_Your assignment_
Identify, in the records below, every line where the string "sizing" appears, and copy each such line.

Records from a data source:
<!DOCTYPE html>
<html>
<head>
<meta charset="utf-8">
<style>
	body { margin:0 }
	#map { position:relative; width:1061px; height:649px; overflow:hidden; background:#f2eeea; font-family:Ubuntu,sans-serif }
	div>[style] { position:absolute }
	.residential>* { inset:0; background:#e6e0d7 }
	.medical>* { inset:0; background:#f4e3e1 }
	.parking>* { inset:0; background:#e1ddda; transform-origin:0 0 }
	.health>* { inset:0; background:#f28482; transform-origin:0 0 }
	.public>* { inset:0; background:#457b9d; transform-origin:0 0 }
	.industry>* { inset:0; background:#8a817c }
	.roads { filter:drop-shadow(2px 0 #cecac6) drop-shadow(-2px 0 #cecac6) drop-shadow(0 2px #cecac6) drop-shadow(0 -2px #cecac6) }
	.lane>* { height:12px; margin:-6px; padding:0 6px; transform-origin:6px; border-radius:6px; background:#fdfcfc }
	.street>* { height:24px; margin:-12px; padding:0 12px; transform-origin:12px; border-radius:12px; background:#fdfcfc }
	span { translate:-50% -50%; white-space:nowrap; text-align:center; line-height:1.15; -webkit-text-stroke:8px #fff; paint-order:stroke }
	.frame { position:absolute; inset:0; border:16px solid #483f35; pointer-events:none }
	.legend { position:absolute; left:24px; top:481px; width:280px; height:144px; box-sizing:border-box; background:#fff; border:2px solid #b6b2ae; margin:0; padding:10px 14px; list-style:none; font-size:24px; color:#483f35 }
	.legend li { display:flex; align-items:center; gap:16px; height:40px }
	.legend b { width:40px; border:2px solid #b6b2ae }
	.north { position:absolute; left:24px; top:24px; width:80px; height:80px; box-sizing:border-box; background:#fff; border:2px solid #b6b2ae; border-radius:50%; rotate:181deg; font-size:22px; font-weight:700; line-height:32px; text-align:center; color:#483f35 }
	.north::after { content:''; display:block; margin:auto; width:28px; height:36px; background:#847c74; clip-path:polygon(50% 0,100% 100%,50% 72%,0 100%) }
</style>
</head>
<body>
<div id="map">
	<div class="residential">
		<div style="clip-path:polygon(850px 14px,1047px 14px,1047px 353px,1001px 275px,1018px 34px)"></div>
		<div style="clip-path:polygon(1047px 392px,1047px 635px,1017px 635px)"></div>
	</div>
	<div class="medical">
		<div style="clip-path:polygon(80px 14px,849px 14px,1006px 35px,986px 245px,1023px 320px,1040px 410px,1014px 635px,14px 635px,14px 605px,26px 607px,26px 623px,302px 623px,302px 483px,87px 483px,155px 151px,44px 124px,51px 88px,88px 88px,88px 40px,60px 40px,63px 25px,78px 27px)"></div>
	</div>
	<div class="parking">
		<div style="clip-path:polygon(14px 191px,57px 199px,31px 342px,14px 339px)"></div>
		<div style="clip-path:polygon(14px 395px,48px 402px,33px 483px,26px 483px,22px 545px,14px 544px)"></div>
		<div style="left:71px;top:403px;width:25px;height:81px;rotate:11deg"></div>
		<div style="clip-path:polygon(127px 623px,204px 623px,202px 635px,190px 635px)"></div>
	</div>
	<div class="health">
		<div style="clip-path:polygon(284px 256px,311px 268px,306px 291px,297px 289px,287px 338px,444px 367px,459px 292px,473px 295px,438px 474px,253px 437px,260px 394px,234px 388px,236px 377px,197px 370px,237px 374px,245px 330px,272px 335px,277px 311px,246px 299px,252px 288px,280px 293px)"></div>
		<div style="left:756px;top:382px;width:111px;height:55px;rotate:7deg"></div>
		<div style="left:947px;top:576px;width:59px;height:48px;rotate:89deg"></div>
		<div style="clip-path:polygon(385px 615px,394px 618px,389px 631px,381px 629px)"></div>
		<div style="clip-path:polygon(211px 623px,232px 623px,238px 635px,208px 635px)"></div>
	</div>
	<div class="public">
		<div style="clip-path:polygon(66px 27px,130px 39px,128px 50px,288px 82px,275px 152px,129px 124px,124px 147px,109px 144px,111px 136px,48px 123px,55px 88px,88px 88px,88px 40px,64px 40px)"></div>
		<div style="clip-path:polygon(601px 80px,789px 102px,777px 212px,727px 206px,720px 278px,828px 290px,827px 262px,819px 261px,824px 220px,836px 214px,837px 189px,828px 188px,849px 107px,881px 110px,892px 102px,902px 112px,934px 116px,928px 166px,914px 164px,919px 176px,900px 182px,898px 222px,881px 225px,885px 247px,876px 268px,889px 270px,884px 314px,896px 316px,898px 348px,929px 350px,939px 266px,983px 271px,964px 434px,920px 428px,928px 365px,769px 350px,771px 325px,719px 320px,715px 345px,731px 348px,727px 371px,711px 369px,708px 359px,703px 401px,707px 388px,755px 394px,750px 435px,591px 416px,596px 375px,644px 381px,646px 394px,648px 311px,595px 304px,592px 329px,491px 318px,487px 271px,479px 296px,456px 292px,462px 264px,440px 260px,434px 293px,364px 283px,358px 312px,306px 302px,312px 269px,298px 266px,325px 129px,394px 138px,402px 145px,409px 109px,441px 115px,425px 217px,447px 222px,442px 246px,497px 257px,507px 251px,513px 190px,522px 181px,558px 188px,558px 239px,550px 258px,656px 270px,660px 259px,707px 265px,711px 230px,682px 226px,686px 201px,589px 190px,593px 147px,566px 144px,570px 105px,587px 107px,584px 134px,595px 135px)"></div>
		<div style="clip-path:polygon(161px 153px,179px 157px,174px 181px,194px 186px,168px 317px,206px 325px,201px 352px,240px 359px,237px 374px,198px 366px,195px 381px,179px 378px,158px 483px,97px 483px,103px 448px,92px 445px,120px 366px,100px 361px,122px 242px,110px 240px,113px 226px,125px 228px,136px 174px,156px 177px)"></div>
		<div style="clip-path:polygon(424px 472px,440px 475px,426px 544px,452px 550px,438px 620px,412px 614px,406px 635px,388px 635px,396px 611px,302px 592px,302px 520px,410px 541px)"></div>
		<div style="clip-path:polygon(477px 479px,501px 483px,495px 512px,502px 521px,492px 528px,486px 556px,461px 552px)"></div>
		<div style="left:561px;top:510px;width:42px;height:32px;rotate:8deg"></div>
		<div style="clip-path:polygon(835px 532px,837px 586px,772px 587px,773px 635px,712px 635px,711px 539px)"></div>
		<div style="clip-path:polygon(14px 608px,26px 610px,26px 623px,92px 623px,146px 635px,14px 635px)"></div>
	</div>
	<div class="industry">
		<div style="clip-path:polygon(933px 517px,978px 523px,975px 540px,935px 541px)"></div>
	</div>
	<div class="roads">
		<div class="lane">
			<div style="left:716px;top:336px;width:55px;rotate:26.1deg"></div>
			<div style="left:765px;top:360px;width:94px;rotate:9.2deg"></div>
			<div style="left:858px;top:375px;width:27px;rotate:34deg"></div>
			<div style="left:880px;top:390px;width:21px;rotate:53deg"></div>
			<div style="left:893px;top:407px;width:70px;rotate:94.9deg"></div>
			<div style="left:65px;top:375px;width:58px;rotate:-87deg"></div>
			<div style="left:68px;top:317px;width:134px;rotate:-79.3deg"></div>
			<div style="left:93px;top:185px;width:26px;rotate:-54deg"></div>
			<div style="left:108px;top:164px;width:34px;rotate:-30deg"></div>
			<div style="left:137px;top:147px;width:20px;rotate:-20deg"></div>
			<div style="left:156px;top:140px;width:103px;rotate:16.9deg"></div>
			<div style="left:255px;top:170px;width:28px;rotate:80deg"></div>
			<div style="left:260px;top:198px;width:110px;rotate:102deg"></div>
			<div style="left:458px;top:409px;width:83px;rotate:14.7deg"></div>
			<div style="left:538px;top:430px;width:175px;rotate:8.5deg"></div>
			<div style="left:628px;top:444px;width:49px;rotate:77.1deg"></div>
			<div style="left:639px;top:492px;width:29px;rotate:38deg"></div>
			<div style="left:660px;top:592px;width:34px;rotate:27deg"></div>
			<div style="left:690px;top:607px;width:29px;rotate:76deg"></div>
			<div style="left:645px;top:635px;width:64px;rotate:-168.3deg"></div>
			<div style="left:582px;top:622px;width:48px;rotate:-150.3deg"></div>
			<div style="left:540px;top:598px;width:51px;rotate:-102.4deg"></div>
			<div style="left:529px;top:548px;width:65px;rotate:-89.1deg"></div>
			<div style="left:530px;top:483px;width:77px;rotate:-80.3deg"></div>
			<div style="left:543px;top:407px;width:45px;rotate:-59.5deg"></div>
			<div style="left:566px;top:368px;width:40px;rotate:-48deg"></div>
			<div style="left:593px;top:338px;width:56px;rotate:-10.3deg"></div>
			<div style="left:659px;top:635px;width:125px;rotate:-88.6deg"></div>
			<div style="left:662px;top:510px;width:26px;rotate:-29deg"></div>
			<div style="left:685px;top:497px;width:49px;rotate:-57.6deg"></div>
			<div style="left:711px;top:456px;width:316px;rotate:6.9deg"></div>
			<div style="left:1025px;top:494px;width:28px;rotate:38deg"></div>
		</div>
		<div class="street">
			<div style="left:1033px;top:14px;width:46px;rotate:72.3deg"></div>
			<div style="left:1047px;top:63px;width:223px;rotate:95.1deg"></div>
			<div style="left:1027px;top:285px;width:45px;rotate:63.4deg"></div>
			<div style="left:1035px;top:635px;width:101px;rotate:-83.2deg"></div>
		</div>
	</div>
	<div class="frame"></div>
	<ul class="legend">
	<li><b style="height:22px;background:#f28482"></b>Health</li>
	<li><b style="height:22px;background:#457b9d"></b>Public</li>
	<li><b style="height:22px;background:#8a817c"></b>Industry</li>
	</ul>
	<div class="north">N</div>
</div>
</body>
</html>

_Response to the exercise_
	.legend { position:absolute; left:24px; top:481px; width:280px; height:144px; box-sizing:border-box; background:#fff; border:2px solid #b6b2ae; margin:0; padding:10px 14px; list-style:none; font-size:24px; color:#483f35 }
	.north { position:absolute; left:24px; top:24px; width:80px; height:80px; box-sizing:border-box; background:#fff; border:2px solid #b6b2ae; border-radius:50%; rotate:181deg; font-size:22px; font-weight:700; line-height:32px; text-align:center; color:#483f35 }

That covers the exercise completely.